Has anyone seen these lovely QR codes sneaking up on teaching resources everywhere? How can they be used? How do they help students? And how do we make them? Today I’ve set out to give you the down and dirty.
QR codes are like hyperlinks for your smart phone or tablet. To use a QR Code, you download a QR Code Scanner app onto your phone or tablet. The app uses the built in camera to scan the code and then take you to the designated website, just like when you click on a hyperlink it takes you to a specific website.
So, in order to use QR codes in your classroom, your students have to have access to a phone or tablet. My students use one of the 5 iPads we have in our classroom, but I have heard of many schools where students BYOD (Bring Your Own Device) and scan the QR codes with their smart phones or personal tablets.
QR codes can be used to aid in research, as an answer key or simply as an easy technology center. Here are some suggestions for how you can use QR codes in your classroom:
1.) Make internet research easier for your students by giving them QR codes to websites that might help them find the correct information. I have added QR codes to the Internet Scavenger Hunts that my students have completed this year and it has made the whole process so much easier! I print out the list of questions as well as their QR codes. The students scan the codes to take them to the websites where they read, watch videos, play games, or generally search for their answers. It prevents me from having to link up websites to Edmodo, gives them quality sources that they might not find on a Google search and prevents them from having to toggle between too many screens on the iPads. I like the process so much that I am slowly going back through all of my Internet Scavenger Hunts to add QR code pages.
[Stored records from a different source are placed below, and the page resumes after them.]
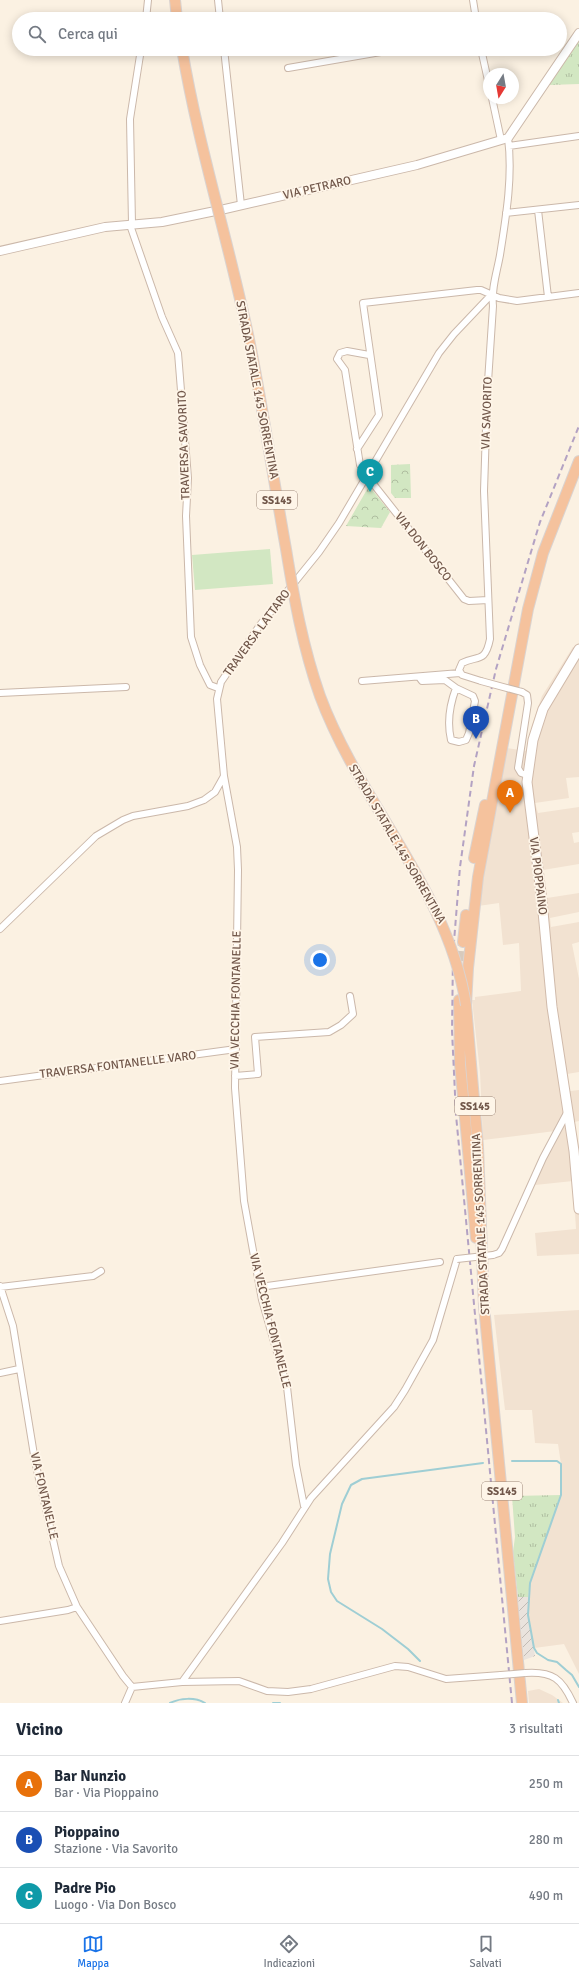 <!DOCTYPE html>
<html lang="it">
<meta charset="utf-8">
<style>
:root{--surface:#fff;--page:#f6f6f7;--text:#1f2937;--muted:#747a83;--line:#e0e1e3;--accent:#1a73e8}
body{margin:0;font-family:Signika,sans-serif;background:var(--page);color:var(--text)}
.compass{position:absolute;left:483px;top:68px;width:36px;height:36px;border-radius:50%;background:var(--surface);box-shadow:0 2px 10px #0003;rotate:191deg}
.you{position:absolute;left:320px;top:960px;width:14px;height:14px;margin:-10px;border:3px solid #fff;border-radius:50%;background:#1a73e8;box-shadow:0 0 0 6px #1a73e833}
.badge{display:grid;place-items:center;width:26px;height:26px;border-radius:50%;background:var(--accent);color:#fff;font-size:13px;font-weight:700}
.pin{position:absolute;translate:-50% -33px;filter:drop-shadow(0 1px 2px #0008)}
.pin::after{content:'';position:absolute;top:21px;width:14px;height:12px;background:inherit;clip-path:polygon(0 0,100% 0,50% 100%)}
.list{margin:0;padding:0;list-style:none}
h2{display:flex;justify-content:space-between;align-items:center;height:52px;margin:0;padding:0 16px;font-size:17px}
h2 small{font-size:13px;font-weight:400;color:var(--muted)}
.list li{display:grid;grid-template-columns:26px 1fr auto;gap:12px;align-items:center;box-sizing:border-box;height:56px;padding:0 16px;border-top:1px solid var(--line)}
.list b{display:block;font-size:15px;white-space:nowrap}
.list p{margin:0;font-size:13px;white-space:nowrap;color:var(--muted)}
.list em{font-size:13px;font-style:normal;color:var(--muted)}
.icon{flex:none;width:22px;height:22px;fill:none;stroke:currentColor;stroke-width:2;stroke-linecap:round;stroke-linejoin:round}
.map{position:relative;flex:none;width:579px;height:1703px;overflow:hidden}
.search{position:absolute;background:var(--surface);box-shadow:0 2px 10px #0003;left:12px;right:12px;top:12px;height:44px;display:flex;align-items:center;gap:10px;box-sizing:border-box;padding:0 14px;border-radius:22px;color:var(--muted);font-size:15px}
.sheet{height:220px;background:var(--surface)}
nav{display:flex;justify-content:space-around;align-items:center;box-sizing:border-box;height:56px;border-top:1px solid var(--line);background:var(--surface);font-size:11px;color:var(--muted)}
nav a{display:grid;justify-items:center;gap:2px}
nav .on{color:var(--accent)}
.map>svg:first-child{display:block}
.residential{fill:#f2e2d1}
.industrial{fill:url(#industrial-furrows)}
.grass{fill:url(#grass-tufts)}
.park{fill:url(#park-crowns)}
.pitch{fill:#d2e7c2}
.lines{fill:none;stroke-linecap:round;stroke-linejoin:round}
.stream{stroke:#9fced4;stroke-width:2}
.trunk-tunnel{stroke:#d8cabc;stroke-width:10;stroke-dasharray:10 5;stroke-linecap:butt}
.minor-casing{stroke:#cbb8aa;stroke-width:8}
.tertiary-casing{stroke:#cbb8aa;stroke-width:10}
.secondary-casing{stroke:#d0baaa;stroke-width:11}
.trunk-casing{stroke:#dad3d0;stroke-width:12}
.minor{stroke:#fff;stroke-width:6}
.tertiary{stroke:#fff;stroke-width:8}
.secondary{stroke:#fff;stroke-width:9}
.trunk{stroke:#f5c29d;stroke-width:10}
.rail{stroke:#b3a2c3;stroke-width:2;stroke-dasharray:6 4;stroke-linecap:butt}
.minor-bridge-casing{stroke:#cbb8aa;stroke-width:8;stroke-linecap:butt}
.trunk-bridge-casing{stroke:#dad3d0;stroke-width:12;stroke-linecap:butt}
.minor-bridge{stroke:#fff;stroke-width:6}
.trunk-bridge{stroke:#f5c29d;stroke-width:10}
.labels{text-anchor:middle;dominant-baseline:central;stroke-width:3.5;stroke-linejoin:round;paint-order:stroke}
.shield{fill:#fef5e8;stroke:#9b8679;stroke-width:1}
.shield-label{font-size:11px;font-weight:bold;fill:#71574a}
.street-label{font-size:12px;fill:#71574a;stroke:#fef5e8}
</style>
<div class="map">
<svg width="579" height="1703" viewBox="0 0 579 1703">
<defs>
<pattern id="industrial-furrows" width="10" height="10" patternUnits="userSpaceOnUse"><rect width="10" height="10" fill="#eae3dd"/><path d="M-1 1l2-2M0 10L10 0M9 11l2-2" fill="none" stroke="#c2bbb5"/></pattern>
<pattern id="grass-tufts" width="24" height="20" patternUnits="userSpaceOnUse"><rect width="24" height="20" fill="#d2e7c2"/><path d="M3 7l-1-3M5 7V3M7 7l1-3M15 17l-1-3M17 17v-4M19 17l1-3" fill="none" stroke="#afbea0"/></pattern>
<pattern id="park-crowns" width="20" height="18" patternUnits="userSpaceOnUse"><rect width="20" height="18" fill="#d2e7c2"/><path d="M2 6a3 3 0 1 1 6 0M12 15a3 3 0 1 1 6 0" fill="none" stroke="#afbea0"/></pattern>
</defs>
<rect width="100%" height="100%" fill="#fbf1e2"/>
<path class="residential" d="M573 647 579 650V777L566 778 569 798 535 803 538 813 579 807V832L572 833 574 843 579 842V864L543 870 547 898 579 893V912L550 918 551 927 579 922V942L572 944 579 979V1072L567 1074 570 1091 579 1090V1121L574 1122 579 1148V1254L537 1256 535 1233 576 1229 573 1181 535 1185 547 1155 560 1133 555 1131 483 1140 480 1072 472 1000H475V997L521 991 519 943 503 945 499 903 478 906 482 879 507 748 527 751 532 725 542 696Z
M579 1310V1674L564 1644 534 1648 528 1615 530 1583 561 1495V1464L558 1444 535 1443 532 1410H505L494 1315Z
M539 1689 552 1695 563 1703H529L528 1691Z"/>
<path class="industrial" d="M518 1597H528V1615L535 1656 524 1660Z"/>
<path class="grass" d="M579 40V84L549 85Z
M561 1495 530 1583 528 1597H518L513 1552 515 1537 512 1496Z"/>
<path class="park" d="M410 464 411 498H395L391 493V465Z
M369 486 390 512 381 528 346 526Z"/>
<path class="pitch" d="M270 549 273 584 195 590 192 555Z"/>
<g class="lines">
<path class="stream" d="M512 1461H557L561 1464V1495L530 1583 528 1615 534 1648 537 1653 548 1660 557 1662 566 1670 572 1675 579 1687
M420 1661 408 1649 382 1629 337 1601 331 1592 328 1579 330 1554 342 1504 351 1485 362 1479 483 1463
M558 1700 559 1703
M170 1703C180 1698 195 1697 205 1703
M273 1703H280"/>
<path class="trunk-tunnel" d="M460 976 463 942"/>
<defs>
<path id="minor" d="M218 0 220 19
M473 0 476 19
M146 19 148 0
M224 49 241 205
M481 49 489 85
M288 68 398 49
M492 98 501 140
M509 146 579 136
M538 210 548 297
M506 213 579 205
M132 224 130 119 141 49
M130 225 162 317 178 353 188 478 186 516 191 637 200 665 210 685 218 688
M357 449 379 415 363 303 477 290H481L499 298 517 301 579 293
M369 473 360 465 345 370 337 359 340 353 347 351 369 355
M367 476 464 599 469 601 488 600
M419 677 422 681 445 680 456 688C450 704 447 723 451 740L459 742 466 740 469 733 475 701 473 696 456 688
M362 681 460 673
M481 681 462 675 459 670 462 663C477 655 485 664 490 639L484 491 487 397 493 306C491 289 497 272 500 255 506 217 513 176 508 138
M522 692 527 695 528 703 518 768 521 773 527 775
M0 693 126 687
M224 776 237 847 238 870 235 1088 244 1201 262 1300 287 1387 296 1465 304 1506
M0 929 96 836 123 820 133 816 188 806 204 800 215 792 224 776 217 699 221 682 260 625 319 552 339 523 439 353 454 334 491 295
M235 1076 258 1074 255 1037 329 1032 341 1025 353 1014 350 996
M0 1081 236 1049
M493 1255 499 1253 502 1249 543 1158 567 1113
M0 1286 13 1326 35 1461 59 1566 77 1607 123 1676 132 1687
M0 1287 93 1276 101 1271
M260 1287 440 1262
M0 1373 19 1369
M0 1621 68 1610 77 1607
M525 1673C553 1671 562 1679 573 1703
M182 1682 239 1681 267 1691 288 1692 311 1689 395 1666 408 1667 446 1679 501 1675
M132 1687 182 1682 282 1543 311 1498 394 1407 405 1390 433 1340 457 1259
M125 1703 132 1687"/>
<path id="tertiary" d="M0 251 105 227 162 222 225 209 417 165 508 138 579 33"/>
<path id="secondary" d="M579 649 543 709 533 740 527 782 542 901 552 1007 574 1151 579 1209"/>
<path id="trunk" d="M175 0 177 19
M474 858 485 805
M463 942 466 915
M459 1000 460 1064 476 1238
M522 1703 484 1306 478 1147 466 1005 468 968 478 877 528 609 543 553 579 461"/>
</defs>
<use href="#minor" class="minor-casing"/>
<use href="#tertiary" class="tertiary-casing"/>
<use href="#secondary" class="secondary-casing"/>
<use href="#trunk" class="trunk-casing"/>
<use href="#minor" class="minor"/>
<use href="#tertiary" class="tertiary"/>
<use href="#secondary" class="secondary"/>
<use href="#trunk" class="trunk"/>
<path class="rail" d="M512 1703 456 1115 452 1031 453 954 460 867 474 766 496 669 528 562 540 522 579 426"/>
<defs>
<path id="minor-bridge" d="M481 681 522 692
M457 1259 493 1255
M501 1675 525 1673"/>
<path id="trunk-bridge" d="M182 49C199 150 231 249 251 349 264 416 274 482 286 549 294 598 303 648 320 696 360 804 448 890 466 1005"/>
</defs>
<use href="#minor-bridge" class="minor-bridge-casing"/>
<use href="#trunk-bridge" class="trunk-bridge-casing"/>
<use href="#minor-bridge" class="minor-bridge"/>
<use href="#trunk-bridge" class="trunk-bridge"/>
</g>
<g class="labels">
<g class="shield">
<rect x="257" y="491" width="40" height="18" rx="3"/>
<rect x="455" y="1097" width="40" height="18" rx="3"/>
<rect x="482" y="1482" width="40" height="18" rx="3"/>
</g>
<g class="shield-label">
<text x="277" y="500">SS145</text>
<text x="475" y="1106">SS145</text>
<text x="502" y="1491">SS145</text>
</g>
<g class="street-label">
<text transform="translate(317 188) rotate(-13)">VIA PETRARO</text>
<text transform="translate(257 390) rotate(79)">STRADA STATALE 145 SORRENTINA</text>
<text transform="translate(487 413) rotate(-88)">VIA SAVORITO</text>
<text transform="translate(184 445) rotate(-92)">TRAVERSA SAVORITO</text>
<text transform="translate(423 547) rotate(52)">VIA DON BOSCO</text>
<text transform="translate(257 633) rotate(-54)">TRAVERSA LATTARO</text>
<text transform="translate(397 844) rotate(60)">STRADA STATALE 145 SORRENTINA</text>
<text transform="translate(538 876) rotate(83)">VIA PIOPPAINO</text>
<text transform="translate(236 1000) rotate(-89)">VIA VECCHIA FONTANELLE</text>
<text transform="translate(118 1065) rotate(-7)">TRAVERSA FONTANELLE VARO</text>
<text transform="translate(481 1224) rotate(-93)">STRADA STATALE 145 SORRENTINA</text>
<text transform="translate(270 1321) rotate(76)">VIA VECCHIA FONTANELLE</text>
<text transform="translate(44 1496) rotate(77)">VIA FONTANELLE</text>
</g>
</g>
</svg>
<svg class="compass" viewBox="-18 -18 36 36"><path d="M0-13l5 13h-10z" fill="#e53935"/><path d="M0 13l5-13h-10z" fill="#747a83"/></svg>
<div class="you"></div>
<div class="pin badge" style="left:510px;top:813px;background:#e8710a">A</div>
<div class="pin badge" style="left:476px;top:739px;background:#1a4fb4">B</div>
<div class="pin badge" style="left:370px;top:492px;background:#0f9aa8">C</div>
<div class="search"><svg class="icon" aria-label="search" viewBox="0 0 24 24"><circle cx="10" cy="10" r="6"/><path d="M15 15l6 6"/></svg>Cerca qui</div>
</div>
<section class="sheet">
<h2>Vicino<small>3 risultati</small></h2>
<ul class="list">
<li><span class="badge" style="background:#e8710a">A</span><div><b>Bar Nunzio</b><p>Bar · Via Pioppaino</p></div><em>250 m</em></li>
<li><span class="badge" style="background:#1a4fb4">B</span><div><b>Pioppaino</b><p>Stazione · Via Savorito</p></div><em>280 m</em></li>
<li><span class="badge" style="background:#0f9aa8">C</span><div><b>Padre Pio</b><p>Luogo · Via Don Bosco</p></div><em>490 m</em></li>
</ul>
</section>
<nav>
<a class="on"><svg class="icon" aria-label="map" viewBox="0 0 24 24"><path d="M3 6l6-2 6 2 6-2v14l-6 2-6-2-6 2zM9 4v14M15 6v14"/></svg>Mappa</a>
<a><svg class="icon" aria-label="directions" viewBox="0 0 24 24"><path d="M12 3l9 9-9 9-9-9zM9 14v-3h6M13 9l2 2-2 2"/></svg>Indicazioni</a>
<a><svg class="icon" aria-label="saved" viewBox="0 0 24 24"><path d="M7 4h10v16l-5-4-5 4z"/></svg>Salvati</a>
</nav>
2.) Post the answers online and let students use QR codes to check their work. When my students are doing their Problem Solving Path problems, they are allowed to check their work by scanning the QR codes on the posters. These QR codes take them to a site I have created with the answers. This allows them to check their own work, rather than running to me to be checked repeatedly. If they find they have gotten the wrong answer, they are given the opportunity to go back and fix their work. Again, this can be done independently, causing students to have more control over their learning, and preventing a management issue. (Disclaimer: Be sure to have all of the answer keys posted before starting this process. I have fallen behind on posting the answers and boy do the kids get mad if they can’t check their work because Mrs. Raki is behind!)
3.) Differentiate your technology center by posting different QR codes for different groups. Since all of the QR codes will look the same, students will never know who is being asked to visit what site, making it very easy for you to give easier sites to students who struggle and difficult sites to students who need a challenge. I often have specific sites QR coded for skills that I need certain students to work on. Then, I can hand them the QR code they need and they can go to work.
4.) Share students’ online projects by posting QR codes in the hallway. I have long struggled with how to “showcase” all of the online work that my students do, creating videos, Prezis,, LiveBinders, and more. Recently, I decided to create little posters with a screenshot of their work and a QR code and hang them in the hallway. This enabled me to easily share students’ work with parents and visitors who often have a smart phone with a QR code reader in their back pocket. Additionally, the other classes have brought their iPads out in the hall to scan our codes and see what we’ve been working on. So, we have brought about collaboration and prevented the need for scheduling a “showing”.
5.) Make a grab bag of QR codes. Push your students to try new presentation methods by making a QR code grab bag. When given a choice, my students all want to present their information the same way – generally using whatever the newest presentation method is, currently they are stuck on Powtoon. To get my kids out of a rut, I will create QR codes for 4 or 5 different presentation sites – Prezi, LiveBinders, Powtoon, Weebly, Animoto etc and mix the QR codes together in a bag. Then each student or group of students will grab a QR code and scan it. Whichever site they find is the site they need to use to create their presentations.
Now, for our final question – how do you create QR codes? Well, there are many free QR code generator sites out there, including http://qrcode.kaywa.com/ and http://goqr.me/. You simply find the link that you want to link to – be sure it is the exact place you want your students to land. Copy this link, paste it into the generator and hit submit. The generator will then create a code that you can either download or print screen and voila, you have a QR code image. Simple, easy, interactive and makes differentiation fun.
How do you use QR codes in your classroom?